Menuju konten utama

Turbulensi Tanpa Henti Malaysia Airlines

Tahun 2014, adalah mimpi paling buruk bagi Malaysia Airlines. Dua kecelakaan yang menghantam penerbangan internasionalnya memperparah kondisi finansial Malaysia Airlines yang memang sudah mulai sakit sejak 2005. Kini, saat maskapai kebanggaan Malaysia itu ingin membalik keadaan, Sang CEO yang tadinya diandalkan bersiap angkat kaki.

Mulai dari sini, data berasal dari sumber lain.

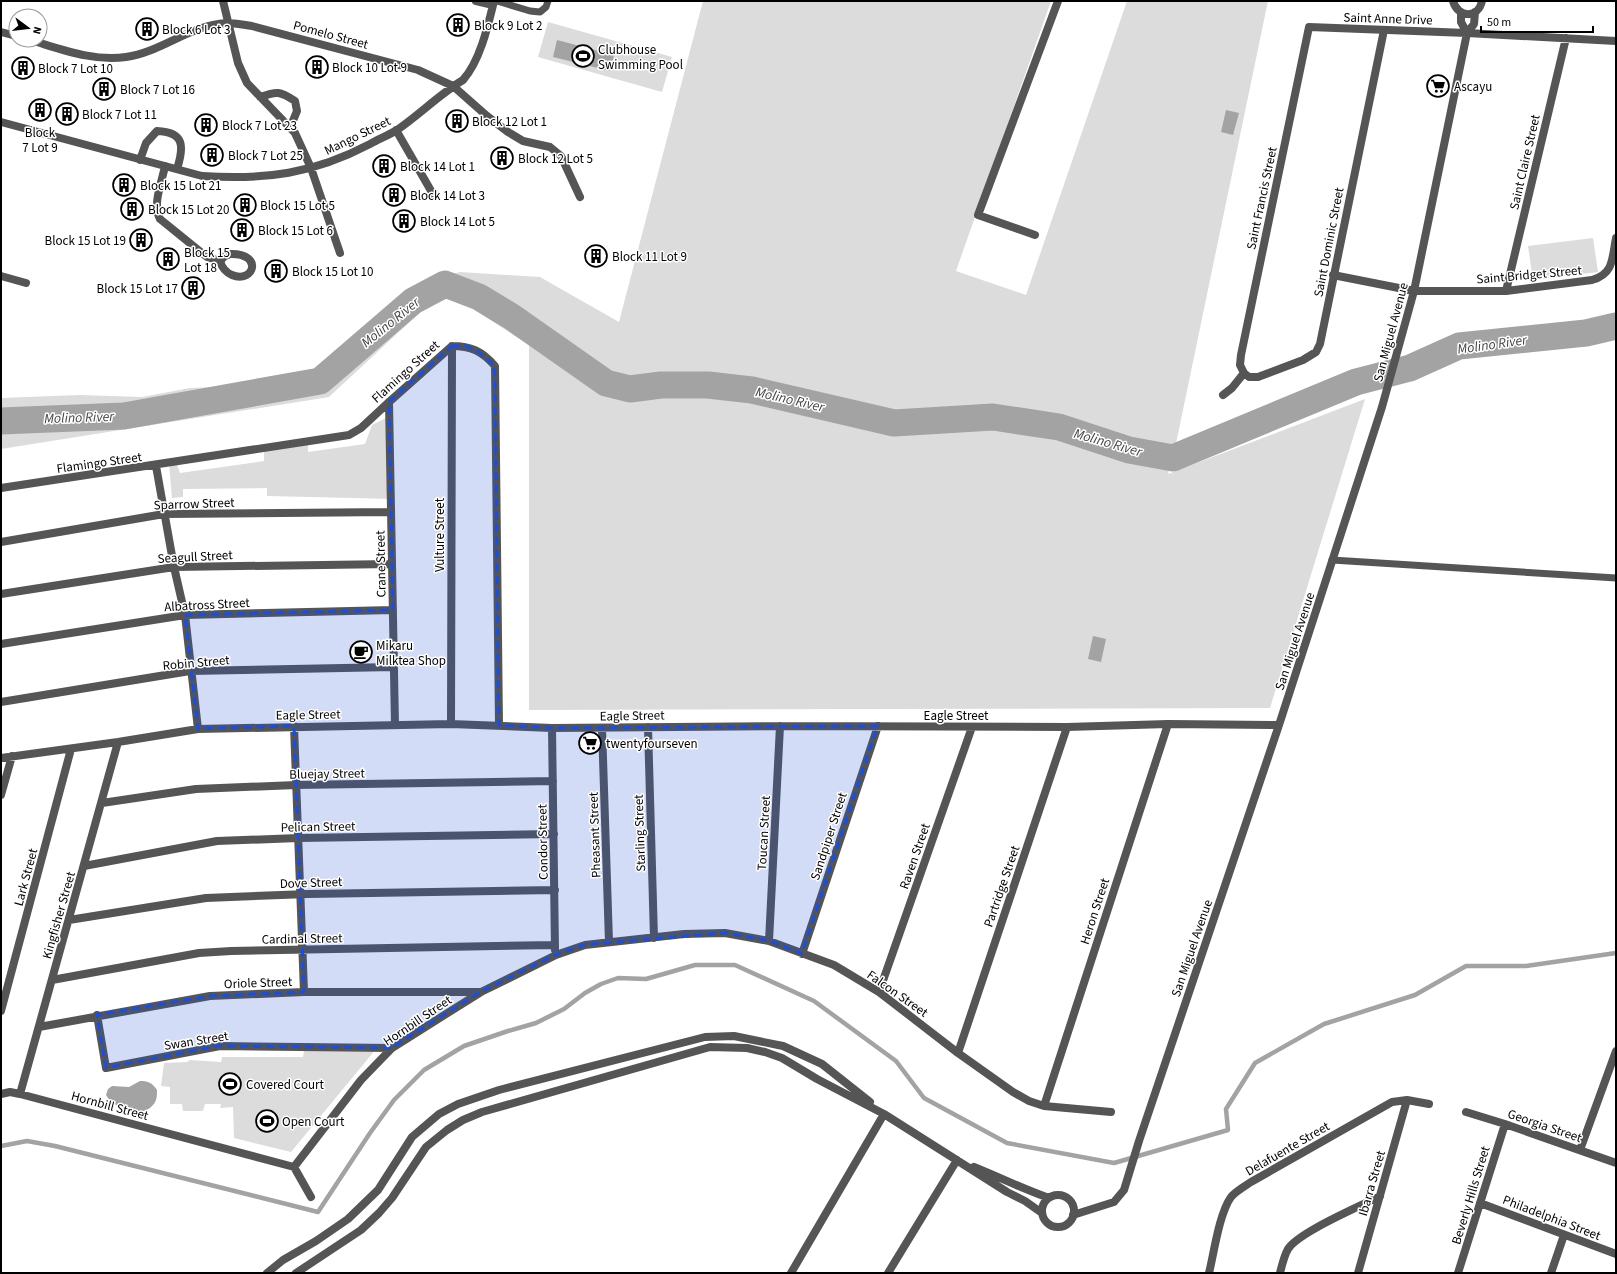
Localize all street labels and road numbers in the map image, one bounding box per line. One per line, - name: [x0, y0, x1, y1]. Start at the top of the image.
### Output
- street label: Saint Anne Drive: [1343, 8, 1433, 30]
- street label: Pomelo Street: [291, 16, 371, 54]
- street label: Mango Street: [321, 112, 394, 160]
- street label: Saint Claire Street: [1505, 112, 1545, 212]
- street label: Saint Francis Street: [1242, 145, 1282, 251]
- street label: Saint Dominic Street: [1310, 185, 1349, 299]
- street label: Saint Bridget Street: [1476, 261, 1583, 289]
- street label: San Miguel Avenue: [1369, 281, 1413, 384]
- street label: Flamingo Street: [368, 336, 444, 407]
- street label: Flamingo Street: [55, 448, 144, 478]
- street label: Sparrow Street: [153, 494, 235, 514]
- street label: Vulture Street: [431, 497, 449, 572]
- street label: Crane Street: [371, 530, 391, 598]
- street label: Seagull Street: [157, 546, 234, 568]
- street label: San Miguel Avenue: [1271, 590, 1319, 693]
- street label: Albatross Street: [164, 594, 251, 616]
- street label: Robin Street: [162, 651, 231, 675]
- street label: Eagle Street: [275, 705, 341, 725]
- street label: Eagle Street: [599, 706, 665, 726]
- street label: Eagle Street: [924, 707, 989, 725]
- street label: Bluejay Street: [289, 764, 366, 784]
- street label: Sandpiper Street: [806, 789, 852, 883]
- street label: Pheasant Street: [584, 791, 605, 878]
- street label: Starling Street: [630, 793, 650, 872]
- street label: Toucan Street: [753, 795, 775, 871]
- street label: Condor Street: [533, 803, 553, 880]
- street label: Pelican Street: [281, 817, 356, 837]
- street label: Raven Street: [895, 820, 935, 892]
- street label: Partridge Street: [980, 843, 1025, 930]
- street label: Lark Street: [10, 846, 42, 908]
- street label: Kingfisher Street: [38, 869, 80, 961]
- street label: Dove Street: [279, 873, 343, 893]
- street label: Heron Street: [1076, 875, 1114, 947]
- street label: San Miguel Avenue: [1167, 897, 1217, 999]
- street label: Cardinal Street: [261, 929, 343, 949]
- street label: Falcon Street: [863, 966, 932, 1022]
- street label: Oriole Street: [224, 973, 293, 993]
- street label: Hornbill Street: [380, 991, 456, 1050]
- street label: Swan Street: [163, 1027, 230, 1055]
- street label: Hornbill Street: [69, 1087, 151, 1125]
- street label: Georgia Street: [1505, 1105, 1585, 1147]
- street label: Delafuente Street: [1242, 1117, 1333, 1180]
- street label: Beverly Hills Street: [1447, 1143, 1495, 1247]
- street label: Ibarra Street: [1354, 1148, 1390, 1218]
- street label: Philadelphia Street: [1500, 1191, 1604, 1245]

Turbulensi Tanpa Henti Malaysia Airlines
Pesawat Malaysia Airline Boeing 777 dengan nomor pendaftaran 9M-MRO terbang di langit Polandia dalam arsip foto 5 Ferbuari 2014. ANTARA FOTO/REUTERS/Tomasz Bartkowiak

tirto.id - Dini hari 8 Maret 2014, pesawat Boeing 777 milik Malaysia Airline System Bhd (MAS) terbang dari Kuala Lumpur menuju Beijing, Cina. Setengah jam setelah lepas landas, pesawat masih baik-baik saja dan berada di rute yang seharusnya.

Pukul 1.19 dini hari, pesawat dengan nomor penerbangan MH 370 itu masih mengirim pesan ke menara pengawas. “Good night, Malaysian three seven zero,” ujar salah satu pilot. Dua menit berselang, pesawat berhenti mengirim sinyal ke menara, lalu mengubah arah, berbelok tajam ke kiri.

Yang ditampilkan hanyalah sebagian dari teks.